Es alucinante como en Shame se trabaja con una dualidad exquisita. Cinta que en Chile fue estrenada bajo el nombre de Sin Reservas, exhibiendo un breve asomo a la compleja y frágil vida de Brandon Sullivan, quien por fuera se manifiesta como un prolijo caballero moderno de melena ordenada y ropas elegantes, que enfundan como armadura su arraigada adicción, una hipersexualidad tan latente y viva como incontrolable. Con el que se coronan los 3 grandes vicios del cine: Alcoholismo con Leaving Las Vegas, Drogas con Requiem for a Dream y Shame con la ninfomanía. Donde este dualismo se maneja provocado en corruptibles personajes, con incorruptibles narrativas.

Brandon se pasea por su departamento, desnudo y sin tapujos, siendo señor y esclavo de este deseo, el que alimenta y complace abiertamente en sus cuatro paredes con prostitutas, mujeres de los bares locales, pornografía en internet e incluso recurriendo a auto satisfacerse en los baños de su oficina y restaurantes, pero todo ello enchapado en su doble identidad, una elegante, persona a la que a simples rasgos nada malo podría hacer, nada malo podría de abusar.

Este libertinaje sexual enfrascado en una prolija rutina, es “corrompido” cuando inesperadamente aparece su hermana Sissy, quien a ratos, explosiva e infantil, y a otros depresiva y sumamente dócil; la confrontan con la endeble situación de su hermano, haciendola catalizadora de que Brandon desnude su propia decadencia, y forzandolo a intentar redimir algo de su integración humana en esta sociedad y esta vida que no acepta ningún tipo de intervención.

La cinta se ve fortalecida con su protagonista Michael Fassbender, actor que con precisión quirúrgica retrata a Brandon Sullivan, enseñando que más que placer, satisfacción y alegría, al completar su deseo, expresa dolor, angustia, e incluso auto-compasión.

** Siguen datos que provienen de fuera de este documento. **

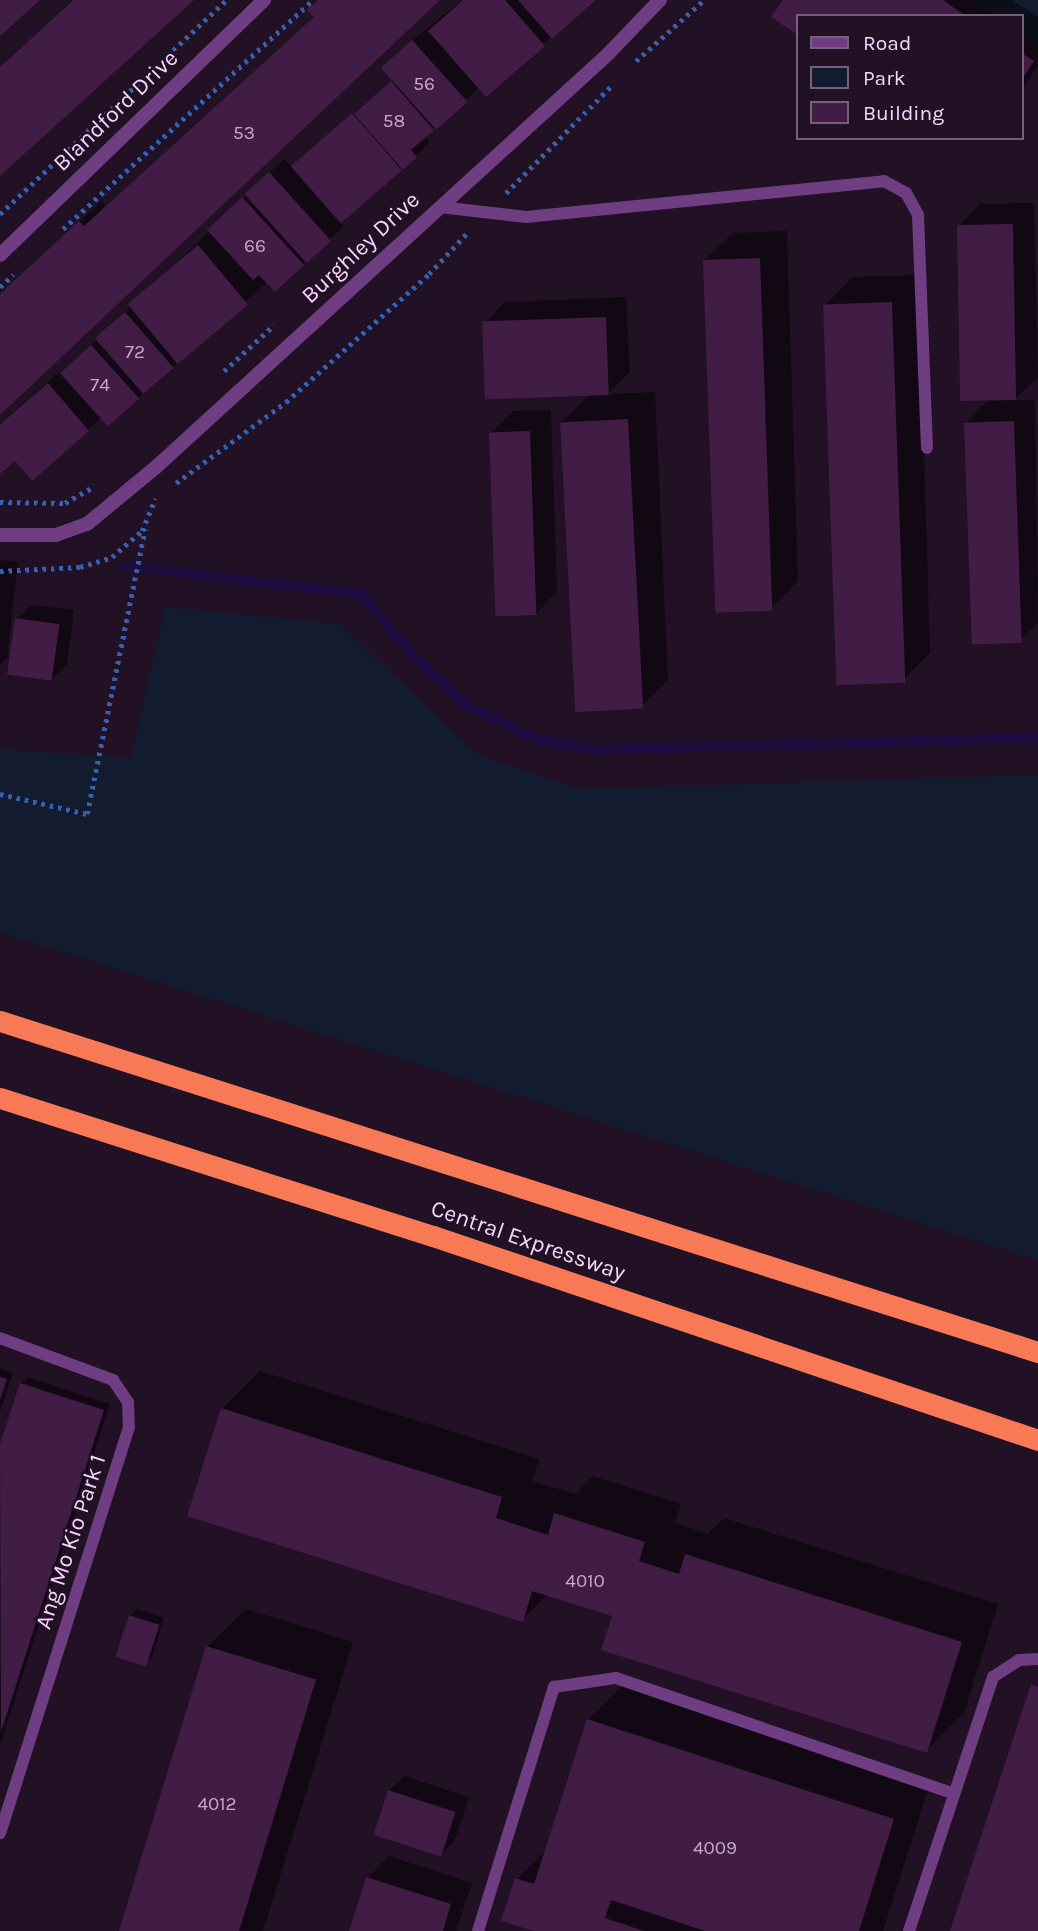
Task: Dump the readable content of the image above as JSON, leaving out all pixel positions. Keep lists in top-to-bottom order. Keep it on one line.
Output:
{"streets":{"highway":["Central Expressway"],"street":["Blandford Drive","Burghley Drive"],"lane":["Ang Mo Kio Park 1"]},"house_numbers":["56","58","53","66","72","74","4010","4012","4009"],"legend":["Road","Park","Building"]}
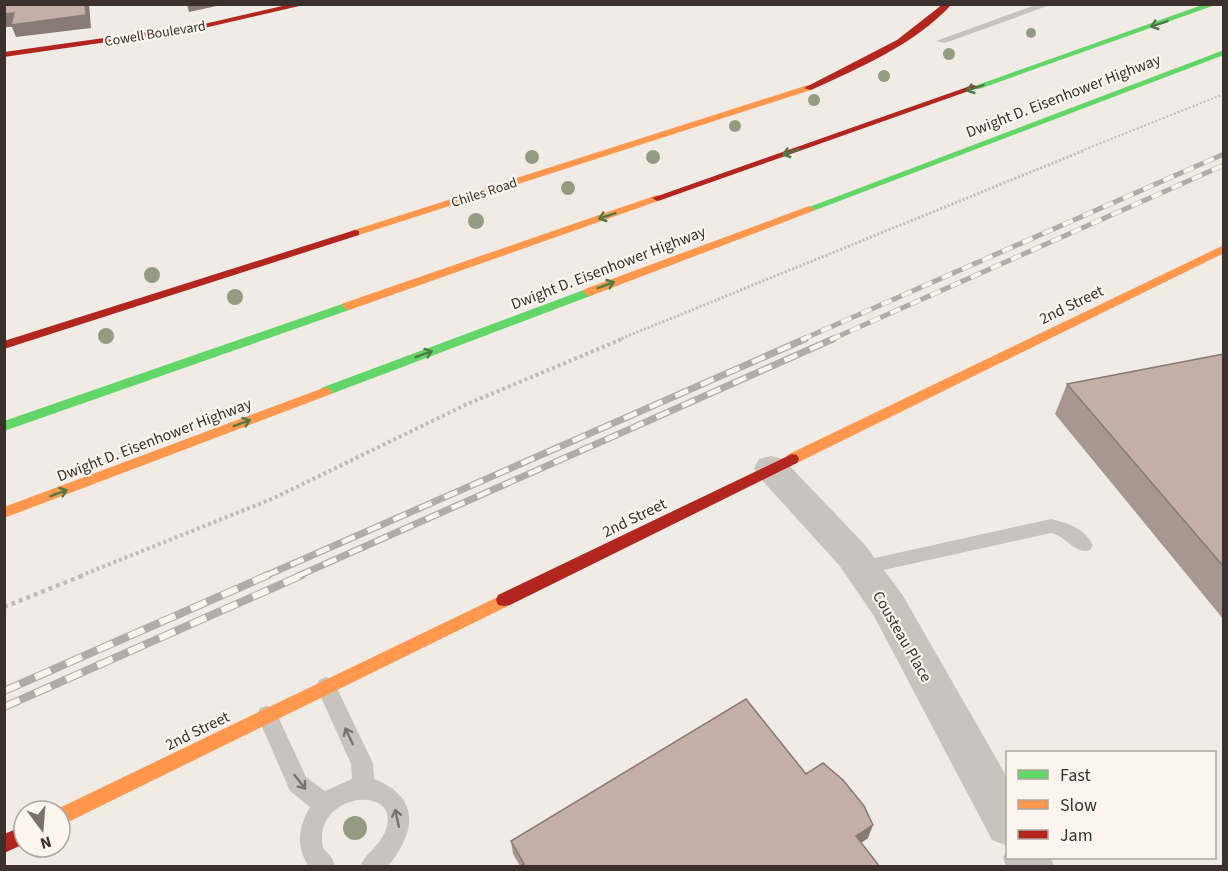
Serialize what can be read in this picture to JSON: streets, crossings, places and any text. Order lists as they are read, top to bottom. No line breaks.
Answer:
{"streets":{"main road":["Cowell Boulevard","Dwight D. Eisenhower Highway","Chiles Road","2nd Street"],"street":["Cousteau Place"]},"crossings":[["2nd Street","Cousteau Place"]],"legend":["Fast","Slow","Jam"],"north":"bottom"}
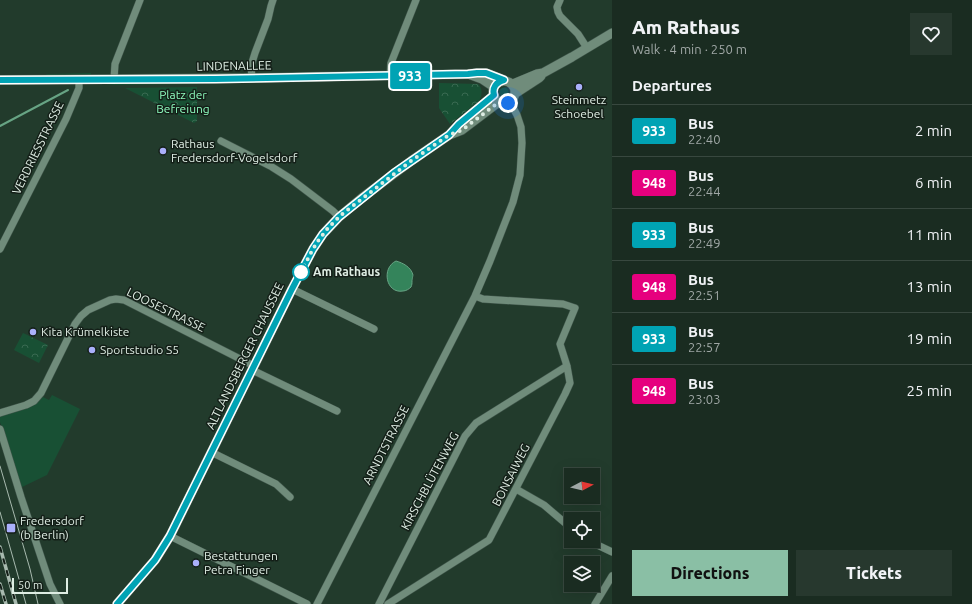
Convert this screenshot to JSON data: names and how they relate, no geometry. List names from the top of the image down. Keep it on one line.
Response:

Pues a diferencia del alcohol o las drogas, él sólo es presa de las endorfinas que libera con cada orgasmo, que a fin de cuentas nunca será saciada. Y así Fassbender, a quien pudimos ver X-Men: First Class, 300, y A Dangerous Method, se vuelve una promesa segura para los próximos años en una de las mejores interpretaciones de su carrera.

Shame no es la película que disfrutas, son de esas que duelen por su dureza, por la pena de la satiriasis de su personaje. Una trama tan provocativa y cercana, pues todos disfrutamos de un buen licor o tener relaciones, y ello nos lleva a cuestionarnos de cuál es el límite para caer en esta adicción. Con resultado a una película cercana a la perfección, que con un ensamblaje impecable se asoma en la vida de un personaje que deja que su decadencia fluya por su cuerpo, como cualquier amante que haya tenido por su piel.